A mesh Wi-Fi system is when two or more Wi-Fi routers work together to provide a wider Wi-Fi coverage than a single router can; this gives users a single Wi-Fi network even though in the background every device automatically connects and disconnects from the individual routers to find the best coverage for the particular device.

If you’re wondering whether a mesh Wi-Fi system can replace an existing router’s Wi-Fi the answer is no. In fact, you’ll have to attach one of the devices from a mesh Wi-Fi unit to a spare network port on the router and it will create a new Wi-Fi network, to which your devices will then connect; covering a much larger distance than a standalone router would and effectively coating your building with a Wi-Fi blanket.

Wi-Fi systems are multi-band networking devices that operate on the 2.4GHz and 5GHz radio bands and use 802.11ac wireless technology. Some models offer support for Multi-User Multiple Input Multiple Output (MU-MIMO) technology, which streams data to multiple compatible wireless clients simultaneously rather than sequentially. Most Wi-Fi systems use band steering to automatically select the least-crowded radio band for the best performance and offer easy-to-use parental controls, guest networking, and device prioritization options.

While designed for ease of use, they usually let you configure port forwarding and wireless security settings but lack the advanced networking management options such as individual band control, firewall settings, and wireless transmission rate settings that you get with a traditional router. Nor can you use third-party WRT firmware to customize the system for enhanced performance and network monitoring.

Wireless mesh networks advantages include:

  • Using fewer wires means it costs less to set up a network, particularly for large areas of coverage.
  • The more nodes you install, the bigger and faster your wireless network becomes.
  • They rely on the same WiFi standards (802.11a, b and g) already in place for most wireless networks.
  • They are convenient where Ethernet wall connections are lacking — for instance, in outdoor concert venues, warehouses or transportation settings.
  • They are useful for Non-Line-of-Sight (NLoS) network configurations where wireless signals are intermittently blocked. For example, in an
  • amusement park a Ferris wheel occasionally blocks the signal from a wireless access point. If there are dozens or hundreds of other nodes around, the mesh network will adjust to find a clear signal.
  • Mesh networks are “self configuring;” the network automatically incorporates a new node into the existing structure without needing any adjustments by a network administrator.
  • Mesh networks are “self healing,” since the network automatically finds the fastest and most reliable paths to send data, even if nodes are blocked or lose their signal.
  • Wireless mesh configurations allow local networks to run faster, because local packets don’t have to travel back to a central server.
  • Wireless mesh nodes are easy to install and uninstall, making the network extremely adaptable and expandable as more or less coverage is needed.

Switching and Routing


Routing and switching are the basic functions of network communication. Routing and Switching are different functions of network communications. The main differences between Routing and Switching are as below.
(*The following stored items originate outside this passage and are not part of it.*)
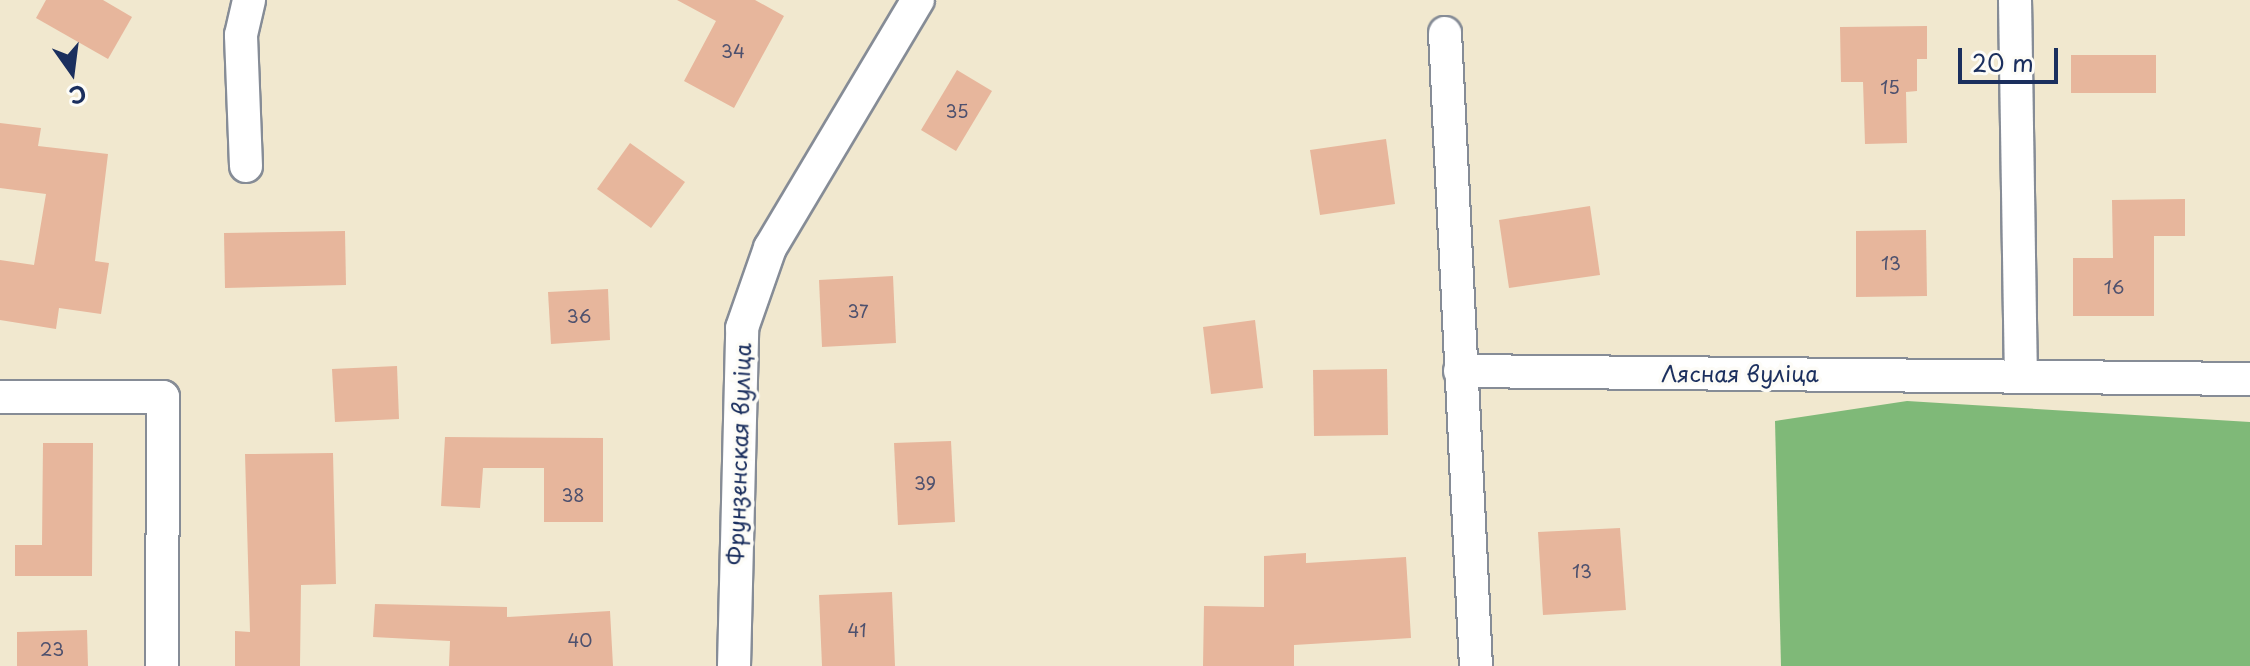 <!DOCTYPE html>
<html>
<head>
<meta charset="utf-8">
<style>
  body { margin:0 }
  #map { position:relative; width:2250px; height:666px; overflow:hidden; background:#f1e8cf; font-family:"Playpen Sans",sans-serif }
  div>[style] { position:absolute }
  [style*='--x'] { left:calc(var(--x)*1px); top:calc(var(--y)*1px); width:calc(var(--w)*1px); rotate:calc(var(--a)*1deg) }
  .forest>* { inset:0; background:#7fb978 }
  .building>* { inset:0; background:#e7b69c }
  .roads { filter:drop-shadow(2px 0 #868c96) drop-shadow(-2px 0 #868c96) drop-shadow(0 2px #868c96) drop-shadow(0 -2px #868c96) }
  .minor>* { height:32px; margin:-16px; padding:0 16px; transform-origin:16px; border-radius:16px; background:#fff }
  span { translate:-50% -50%; white-space:nowrap; text-align:center; line-height:1.15; -webkit-text-stroke:7px #fdfcf7; paint-order:stroke }
  .number-label { font-size:18px; color:#4e516e }
  .number-label span { -webkit-text-stroke-width:0 }
  .street-label { font-size:22px; color:#1b2f5e }
  .north { position:absolute; left:32px; top:32px; width:80px; height:80px; -webkit-text-stroke:6px #fdfcf7; paint-order:stroke; rotate:166deg; font-size:22px; font-weight:700; line-height:32px; text-align:center; color:#1b2f5e }
  .north::after { content:''; display:block; margin:auto; width:28px; height:36px; background:#1b2f5e; clip-path:polygon(50% 0,100% 100%,50% 72%,0 100%) }
  .scale { position:absolute; left:1958px; top:48px; width:100px; height:36px; box-sizing:border-box; border:4px solid #1b2f5e; border-top:0; padding-left:10px; font-size:24px; line-height:28px; white-space:nowrap; color:#1b2f5e; -webkit-text-stroke:6px #fdfcf7; paint-order:stroke }
</style>
</head>
<body>
<div id="map">
  <div class="forest">
    <i style="clip-path:polygon(1907px 401px,2250px 422px,2250px 666px,1781px 666px,1775px 421px)"></i>
  </div>
  <div class="building">
    <i style="clip-path:polygon(46px 0,103px 0,132px 17px,108px 59px,36px 18px)"></i>
    <i style="clip-path:polygon(677px 0,755px 0,784px 16px,734px 108px,684px 81px,716px 21px)"></i>
    <i style="clip-path:polygon(1927px 26px,1927px 59px,1917px 59px,1917px 91px,1906px 92px,1907px 143px,1865px 144px,1863px 82px,1841px 82px,1840px 27px)"></i>
    <i style="clip-path:polygon(2071px 55px,2156px 55px,2156px 93px,2071px 93px)"></i>
    <i style="clip-path:polygon(957px 70px,992px 91px,956px 151px,921px 130px)"></i>
    <i style="clip-path:polygon(0 123px,41px 128px,38px 146px,108px 154px,95px 261px,109px 263px,101px 314px,59px 308px,56px 329px,0 320px,0 260px,34px 265px,46px 194px,0 188px)"></i>
    <i style="clip-path:polygon(1386px 139px,1395px 204px,1320px 215px,1310px 150px)"></i>
    <i style="clip-path:polygon(630px 143px,685px 182px,651px 228px,597px 189px)"></i>
    <i style="clip-path:polygon(2185px 199px,2185px 236px,2154px 236px,2154px 316px,2073px 316px,2073px 258px,2113px 258px,2112px 200px)"></i>
    <i style="clip-path:polygon(1590px 206px,1600px 275px,1509px 288px,1499px 220px)"></i>
    <i style="clip-path:polygon(1926px 230px,1927px 296px,1856px 297px,1856px 231px)"></i>
    <i style="clip-path:polygon(345px 231px,346px 285px,225px 288px,224px 233px)"></i>
    <i style="clip-path:polygon(893px 276px,896px 343px,822px 347px,819px 280px)"></i>
    <i style="clip-path:polygon(608px 289px,610px 340px,551px 344px,548px 292px)"></i>
    <i style="clip-path:polygon(1255px 320px,1263px 388px,1211px 394px,1203px 327px)"></i>
    <i style="clip-path:polygon(397px 366px,399px 419px,335px 422px,332px 369px)"></i>
    <i style="clip-path:polygon(1387px 369px,1388px 435px,1314px 436px,1313px 370px)"></i>
    <i style="clip-path:polygon(445px 437px,603px 438px,603px 522px,544px 522px,544px 468px,483px 468px,480px 508px,441px 506px)"></i>
    <i style="clip-path:polygon(951px 441px,955px 522px,898px 525px,894px 443px)"></i>
    <i style="clip-path:polygon(43px 443px,93px 443px,92px 576px,15px 576px,15px 545px,42px 545px)"></i>
    <i style="clip-path:polygon(333px 453px,336px 584px,301px 585px,300px 666px,235px 666px,235px 631px,250px 632px,245px 454px)"></i>
    <i style="clip-path:polygon(1620px 528px,1626px 610px,1543px 615px,1538px 532px)"></i>
    <i style="clip-path:polygon(1306px 553px,1306px 563px,1406px 557px,1411px 638px,1294px 645px,1294px 666px,1203px 666px,1204px 606px,1264px 607px,1264px 556px)"></i>
    <i style="clip-path:polygon(892px 592px,895px 666px,822px 666px,819px 595px)"></i>
    <i style="clip-path:polygon(375px 604px,507px 607px,507px 617px,610px 611px,613px 666px,449px 666px,450px 641px,373px 637px)"></i>
    <i style="clip-path:polygon(87px 630px,88px 666px,17px 666px,17px 632px)"></i>
  </div>
  <div class="roads">
    <div class="minor">
      <i style="--x:2015;--y:0;--w:374;--a:89.1"></i>
      <i style="--x:1445;--y:33;--w:634;--a:87.2"></i>
      <i style="--x:246;--y:166;--w:131;--a:-92.2"></i>
      <i style="--x:241;--y:35;--w:36;--a:-77"></i>
      <i style="--x:1460;--y:371;--w:790;--a:0.58"></i>
      <i style="--x:0;--y:397;--w:163;--a:0"></i>
      <i style="--x:163;--y:397;--w:269;--a:90.2"></i>
      <i style="--x:734;--y:666;--w:338;--a:-88.6"></i>
      <i style="--x:742;--y:328;--w:85;--a:-70.7"></i>
      <i style="--x:770;--y:248;--w:289;--a:-59.2"></i>
    </div>
  </div>
  <div class="number-label">
    <span style="left:733px;top:51px">34</span>
    <span style="left:1890px;top:87px">15</span>
    <span style="left:957px;top:111px">35</span>
    <span style="left:1891px;top:263px">13</span>
    <span style="left:2114px;top:287px">16</span>
    <span style="left:858px;top:311px">37</span>
    <span style="left:579px;top:316px">36</span>
    <span style="left:925px;top:483px">39</span>
    <span style="left:573px;top:495px">38</span>
    <span style="left:1582px;top:571px">13</span>
    <span style="left:857px;top:630px">41</span>
    <span style="left:580px;top:640px">40</span>
    <span style="left:52px;top:649px">23</span>
  </div>
  <div class="street-label">
    <span style="left:1740px;top:373px">Лясная вуліца</span>
    <span style="left:738px;top:454px;rotate:-88deg">Фрунзенская вуліца</span>
  </div>
  <div class="north">С</div>
  <div class="scale">20 m</div>
</div>
</body>
</html>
The function of Switching is to switch data packets between devices on the same network (or same LAN – Local Area Network). The function of Routing is to Route packets between different networks (between different LANs – Local Area Networks).

Switches operate at Layer 2 of the OSI Model (Datalink Layer). A switch knows where to send a data packet by using Layer 2 addresses (MAC address – hardware address of a network adapter). A switch maintains a table of MAC addresses (MAC Address table or CAM Table) and what physical switch port they are connected to. The Switching function can be explained more simply that, Switching is the function of moving data packets (Ethernet Frames) within the same LAN (Local Area Network).

Routers operate at Layer 3 of the OSI Model (Network layer). A Router knows where to send a packet by using Network part of the destination IP address. A Router maintains a table called Routing Table and uses the routing table to determine the route to the destination network.